In the material below, the required lines run from the one containing "L 526,185 Z" through the one containing "69,346 L 26,346 Z". Copy those lines exactly, ends included, and nothing else.

(Beginning of EXTRACTED DATA)

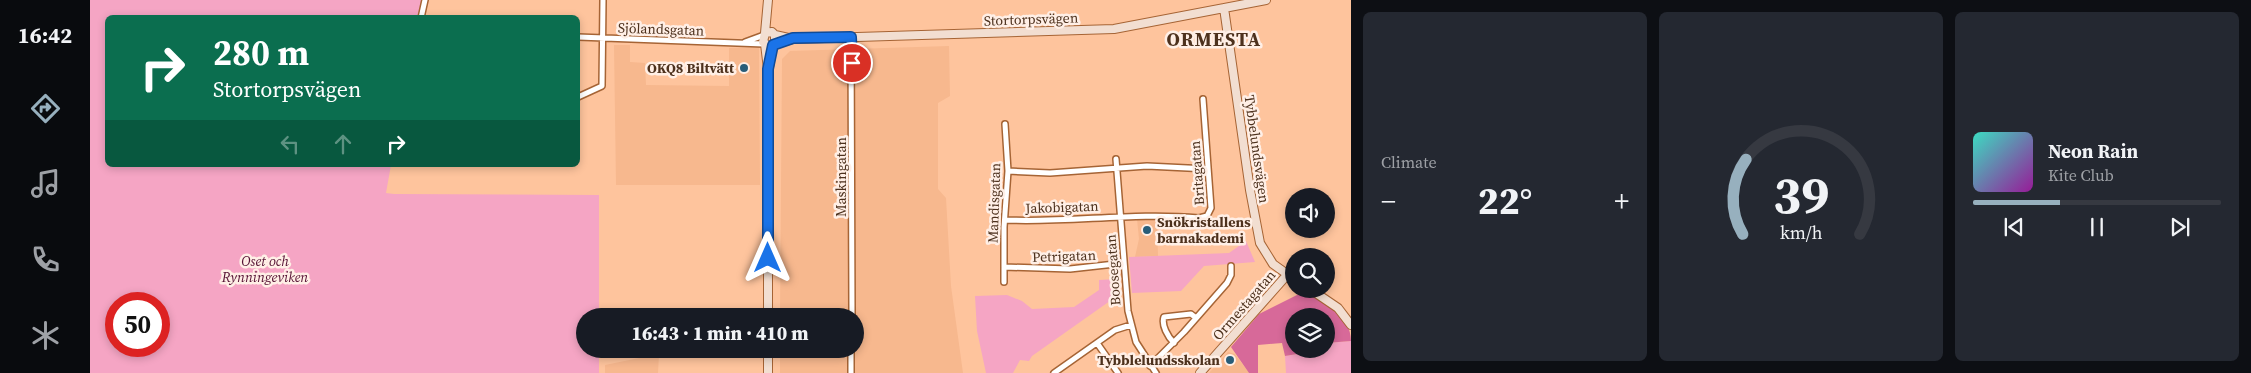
<!DOCTYPE html>
<html lang="en">
<head>
<meta charset="utf-8">
<style>
	body { margin:0; font-family:"Source Serif 4",serif; background:#242831; color:#f1f3f6; height:100vh; display:flex; flex-direction:column; font-size:19px; white-space:nowrap }
	* { box-sizing:border-box; margin:0 }
	p { font-size:16px; color:#9ea1a6 }
	.icon { flex:none; width:28px; height:28px; fill:none; stroke:currentColor; stroke-width:2; stroke-linecap:round; stroke-linejoin:round }
	.map { position:relative; flex:1; overflow:hidden }
	.panel { display:flex; flex-direction:column; gap:12px; padding:12px; background:#0d0f14; width:900px }
	.panel>* { flex:none }
	.hud { position:absolute; left:15px; top:15px; width:475px; height:152px; border-radius:8px; box-shadow:0 2px 8px #0003; background:#0b6e4f; color:#fff; overflow:hidden }
	.tools { position:absolute; left:1195px; top:188px; display:grid; gap:10px }
	.tools a { display:grid; place-items:center; width:50px; height:50px; border-radius:50%; background:#171b24; box-shadow:0 2px 8px #0003; font-size:25px }
	.speed { position:absolute; left:15px; top:292px; display:flex; gap:10px; font-size:25px; font-weight:700; text-align:center }
	.speed>* { display:grid; place-content:center; width:65px; height:65px; border-radius:50%; background:#171b24; box-shadow:0 2px 8px #0003; line-height:1 }
	.speed .limit { border:8px solid #d22; background:#fff; color:#111 }
	.pin { position:absolute; display:grid; place-items:center; width:42px; height:42px; color:#fff; margin:-21px; border:2px solid #fff; border-radius:50%; box-shadow:0 1px 5px #0007 }
	.me { position:absolute; width:55px; margin:-28px; rotate:0deg; stroke-linejoin:round; filter:drop-shadow(0 0 4px #0008) }
	.turn { display:flex; align-items:center; gap:18px; height:105px; padding:0 25px; font-size:22px }
	.turn .icon { width:65px; height:65px; stroke-width:2.5 }
	.turn b { display:block; font-size:35px; line-height:42px }
	.lanes { display:flex; align-items:center; height:48px; padding:0 25px; background:#0003; justify-content:center; gap:25px; direction:ltr }
	.lanes .off { opacity:.35 }
	.big { font-size:38px; font-weight:800; line-height:1.1 }
	.panel .tile { flex:1; display:flex; flex-direction:column; justify-content:center; gap:8px; min-width:0; padding:0 18px; border-radius:8px; background:#242831 }
	.panel .dial { align-items:center; gap:0 }
	.dial svg { height:130px; overflow:visible; fill:none; stroke:#363941; stroke-width:7; stroke-linecap:round; text-anchor:middle }
	.dial text { fill:#f1f3f6; stroke:none }
	.song { display:flex; align-items:center; gap:15px }
	.cover { width:60px; height:60px; border-radius:8px; background:linear-gradient(135deg,hsl(170 70% 55%),hsl(300 70% 35%)) }
	.played { height:5px; border-radius:2px; background:linear-gradient(90deg,#97b0be 35%,#363941 35%) }
	.keys { display:flex; justify-content:space-around; direction:ltr }
	.heat { display:flex; justify-content:space-between; align-items:center; font-size:28px; direction:ltr }
	.panel .tiles { flex:1; display:grid; gap:12px; grid-template-columns:repeat(3,1fr) }
	.trip { position:absolute; left:486px; top:308px; width:288px; height:50px; border-radius:25px; background:#171b24; box-shadow:0 2px 8px #0003; font-weight:800; line-height:50px; text-align:center }
	main { display:flex; flex:1; min-height:0 }
	.dock { display:flex; flex-direction:column; width:90px; justify-content:space-around; align-items:center; background:#090b0e; color:#9ea1a6 }
	.dock .icon { width:35px; height:35px }
	.dock .on { color:#97b0be }
	.dock b { font-size:22px; color:#f1f3f6 }
	.map>svg:first-child { display:block }
	.built { fill:#f7b88e }
	.green { fill:#f5a5c4; fill-rule:evenodd }
	.forest { fill:#d76999 }
	.lines { fill:none; stroke-linecap:round; stroke-linejoin:round }
	.street-casing { stroke:#a66435; stroke-width:8 }
	.secondary-casing { stroke:#a66435; stroke-width:10 }
	.street { stroke:#fff; stroke-width:5 }
	.secondary { stroke:#f2ded1; stroke-width:8 }
	.route-casing { stroke:#114b97; stroke-width:12 }
	.route { stroke:#1a73e8; stroke-width:9 }
	.poi-dot { fill:#285d79; stroke:#ffefe6; stroke-width:2 }
	.labels { text-anchor:middle; stroke-width:5; stroke-linejoin:round; paint-order:stroke }
	.street-label { font-size:14px; fill:#4d311d; stroke:#ffefe6 }
	.poi-label { font-size:14px; font-weight:bold; fill:#4d311d; stroke:#ffefe6; text-anchor:end }
	.park-label { font-size:14px; font-style:italic; fill:#540f32; stroke:#ffefe6 }
	.district-label { font-size:19px; font-weight:bold; letter-spacing:1px; fill:#4d311d; stroke:#ffefe6 }
</style>
</head>
<body>
<main>
<nav class="dock">
<b>16:42</b>
<svg class="icon on" aria-label="directions" viewBox="0 0 24 24"><path d="M12 3l9 9-9 9-9-9zM9 14v-3h6M13 9l2 2-2 2"/></svg>
<svg class="icon" aria-label="music" viewBox="0 0 24 24"><path d="M9 18V5l10-2v13"/><circle cx="6" cy="18" r="3"/><circle cx="16" cy="16" r="3"/></svg>
<svg class="icon" aria-label="phone" viewBox="0 0 24 24"><path d="M5 4h4l2 5-3 2q2 4 5 5l2-3 5 2v4C11 20 4 13 5 4z"/></svg>
<svg class="icon" aria-label="climate" viewBox="0 0 24 24"><path d="M12 3v18M4 7l16 10M4 17L20 7"/></svg>
</nav>
<div class="map">
<svg width="1261" height="373" viewBox="0 0 1261 373">
	<rect width="100%" height="100%" fill="#fec49d"/>
	<path class="built" d="M 524,45 L 540,45 L 540,62 L 555,63 L 556,85 L 639,86 L 639,48 L 669,47 L 670,185 L 526,185 Z
		M 859,46 L 860,96 L 848,103 L 848,189 L 856,198 L 861,286 L 873,373 L 690,373 L 690,349 L 765,349 L 765,316 L 690,316 L 692,59 L 700,51 Z
		M 1067,218 L 1068,256 L 1045,257 L 1049,239 L 1047,219 Z
		M 1138,352 L 1145,354 L 1159,373 L 1119,373 Z
		M 569,354 L 568,373 L 515,373 L 515,365 Z"/>
	<path class="green" d="M 0,0 L 333,0 L 327,17 L 18,18 L 18,165 L 301,165 L 296,193 L 304,194 L 509,195 L 509,316 L 495,316 L 495,349 L 509,349 L 509,373 L 0,373 ZM 26,304 L 69,304 L 69,346 L 26,346 Z
		M 1156,241 L 1165,262 L 1114,266 L 1091,291 L 1042,293 L 1039,257 L 1139,253 Z
		M 1026,279 L 1027,296 L 942,356 L 939,361 L 930,360 L 923,373 L 896,373 L 887,331 L 885,296 L 917,295 L 932,301 L 942,309 L 984,307 L 1009,290 L 1009,280 Z
		M 1261,341 L 1261,373 L 1196,373 L 1195,356 C 1210,354 1222,349 1236,349 L 1236,343 Z"/>
	<path class="forest" d="M 1217,290 C 1235,302 1261,316 1261,341 L 1236,343 L 1236,316 L 1204,316 L 1204,349 L 1223,349 L 1213,353 L 1195,356 L 1192,343 L 1168,345 L 1168,373 L 1159,373 L 1141,347 L 1169,314 Z"/>
	<g class="lines">
		<defs>
			<path id="street" d="M 331,18 L 335,0
				M 488,37 L 674,44
				M 761,37 L 762,316
				M 655,42 L 674,35
				M 488,97 L 512,86 L 513,0
				M 1026,159 L 1038,311 L 1046,342 L 1066,373
				M 918,171 L 960,173 L 1057,166 L 1118,169
				M 915,220 C 980,223 1044,212 1109,218 L 1117,216 L 1121,208 L 1113,99
				M 914,267 L 980,269 L 1034,263
				M 914,282 L 914,227 L 918,171 L 915,124
				M 1007,343 L 1028,373
				M 1084,343 C 1078,337 1071,325 1074,317 L 1101,314 L 1106,318
				M 1060,366 L 1094,332 L 1137,283 L 1141,275 L 1141,266
				M 761,373 L 761,349
				M 964,373 L 1025,330 L 1041,325"/>
			<path id="secondary" d="M 1134,8 L 1160,190 L 1170,243 L 1183,264 L 1204,279
				M 675,33 L 678,0
				M 685,35 L 703,39 L 1024,29 L 1176,0
				M 685,43 L 685,35 L 682,32 L 675,33 L 673,42 L 679,46 L 703,39
				M 675,44 L 678,69 L 678,316
				M 679,67 L 683,45
				M 1220,289 L 1248,308 L 1261,325
				M 678,349 L 678,373
				M 1110,373 L 1197,275"/>
		</defs>
		<use href="#street" class="street-casing"/>
		<use href="#secondary" class="secondary-casing"/>
		<use href="#street" class="street"/>
		<use href="#secondary" class="secondary"/>
	</g>
	<g class="lines">
		<defs>
			<path id="route" d="M 678,258 L 678,69 L 683,45 L 703,38 L 761,37 L 762,63"/>
		</defs>
		<use href="#route" class="route-casing"/>
		<use href="#route" class="route"/>
	</g>
	<g class="poi-dot">
		<circle cx="654" cy="68" r="5"/>
		<circle cx="1057" cy="230" r="5"/>
		<circle cx="1140" cy="360" r="5"/>
	</g>
	<g class="labels">
		<g class="street-label">
			<text transform="translate(941 19) rotate(-2)" y="5">Stortorpsvägen</text>
			<text transform="translate(571 29) rotate(2)" y="5">Sjölandsgatan</text>
			<text transform="translate(1167 149) rotate(82)" y="5">Tybbelundsvägen</text>
			<text transform="translate(1107 173) rotate(-94)" y="5">Britagatan</text>
			<text transform="translate(751 177) rotate(-90)" y="5">Maskingatan</text>
			<text transform="translate(904 203) rotate(-88)" y="5">Mandisgatan</text>
			<text transform="translate(972 207) rotate(-2)" y="5">Jakobigatan</text>
			<text transform="translate(974 256) rotate(-2)" y="5">Petrigatan</text>
			<text transform="translate(1023 270) rotate(-94)" y="5">Boosegatan</text>
			<text transform="translate(1154 305) rotate(-49)" y="5">Ormestagatan</text>
		</g>
		<g class="poi-label">
			<text x="644" y="73">OKQ8 Biltvätt</text>
			<text x="1067" y="227" text-anchor="start">Snökristallens<tspan x="1067" dy="16">barnakademi</tspan></text>
			<text x="1130" y="365">Tybblelundsskolan</text>
		</g>
		<g class="park-label">
			<text x="175" y="266">Oset och<tspan x="175" dy="16">Rynningeviken</tspan></text>
		</g>
		<g class="district-label">
			<text x="1124" y="46">ORMESTA</text>
		</g>
	</g>
</svg>
<div class="tools">
<a><svg class="icon" aria-label="sound" viewBox="0 0 24 24"><path d="M4 9h4l5-4v14l-5-4H4zM17 9q2 3 0 6"/></svg></a>
<a><svg class="icon" aria-label="search" viewBox="0 0 24 24"><circle cx="10" cy="10" r="6"/><path d="M15 15l6 6"/></svg></a>
<a><svg class="icon" aria-label="layers" viewBox="0 0 24 24"><path d="M12 4l9 5-9 5-9-5zM3 14l9 5 9-5"/></svg></a>
</div>
<div class="speed"><div class="limit">50</div></div>
<div class="pin" style="left:762px;top:63px;background:#d93025"><svg class="icon" aria-label="arrive" viewBox="0 0 24 24"><path d="M6 21V4h12l-3 4 3 4H6"/></svg></div>
<svg class="me" style="left:678px;top:258px" viewBox="-20 -20 40 40"><path d="M0-17L14 15 0 8-14 15z" fill="#1a73e8" stroke="#fff" stroke-width="4"/></svg>
<div class="trip">16:43 · 1 min · 410 m</div>
<div class="hud">
<div class="turn"><svg class="icon" aria-label="right" viewBox="0 0 24 24"><path d="M7 20v-9h11M14 6l5 5-5 5"/></svg><div><b>280 m</b>Stortorpsvägen</div></div>
<div class="lanes"><svg class="icon off" aria-label="left" viewBox="0 0 24 24"><path d="M17 20v-9H6M10 6l-5 5 5 5"/></svg><svg class="icon off" aria-label="ahead" viewBox="0 0 24 24"><path d="M12 20V5M6 11l6-6 6 6"/></svg><svg class="icon" aria-label="right" viewBox="0 0 24 24"><path d="M7 20v-9h11M14 6l5 5-5 5"/></svg></div>
</div>
</div>
<section class="panel">
<div class="tiles">
<div class="tile"><p>Climate</p>
<div class="heat"><a>−</a><b class="big">22°</b><a>+</a></div>
</div>
<div class="tile dial"><svg viewBox="0 0 100 80">
<path d="M14 69A42 42 0 1 1 86 69"/>
<path d="M14 69A42 42 0 0 1 16 23" stroke="#97b0be"/>
<text x="50" y="56" font-size="32" font-weight="700">39</text>
<text x="50" y="72" font-size="11">km/h</text>
</svg></div>
<div class="tile">
<div class="song"><i class="cover"></i><div><b>Neon Rain</b><p>Kite Club</p></div></div>
<div class="played"></div>
<div class="keys"><svg class="icon" aria-label="previous" viewBox="0 0 24 24"><path d="M18 5L8 12l10 7zM5 5v14"/></svg><svg class="icon" aria-label="pause" viewBox="0 0 24 24"><path d="M8 5v14M16 5v14"/></svg><svg class="icon" aria-label="next" viewBox="0 0 24 24"><path d="M6 5l10 7-10 7zM19 5v14"/></svg></div>
</div>
</div>
</section>
</main>
</body>
</html>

(End of EXTRACTED DATA)

**RESULT OF THIS EXERCISE**.
	<path class="built" d="M 524,45 L 540,45 L 540,62 L 555,63 L 556,85 L 639,86 L 639,48 L 669,47 L 670,185 L 526,185 Z
		M 859,46 L 860,96 L 848,103 L 848,189 L 856,198 L 861,286 L 873,373 L 690,373 L 690,349 L 765,349 L 765,316 L 690,316 L 692,59 L 700,51 Z
		M 1067,218 L 1068,256 L 1045,257 L 1049,239 L 1047,219 Z
		M 1138,352 L 1145,354 L 1159,373 L 1119,373 Z
		M 569,354 L 568,373 L 515,373 L 515,365 Z"/>
	<path class="green" d="M 0,0 L 333,0 L 327,17 L 18,18 L 18,165 L 301,165 L 296,193 L 304,194 L 509,195 L 509,316 L 495,316 L 495,349 L 509,349 L 509,373 L 0,373 ZM 26,304 L 69,304 L 69,346 L 26,346 Z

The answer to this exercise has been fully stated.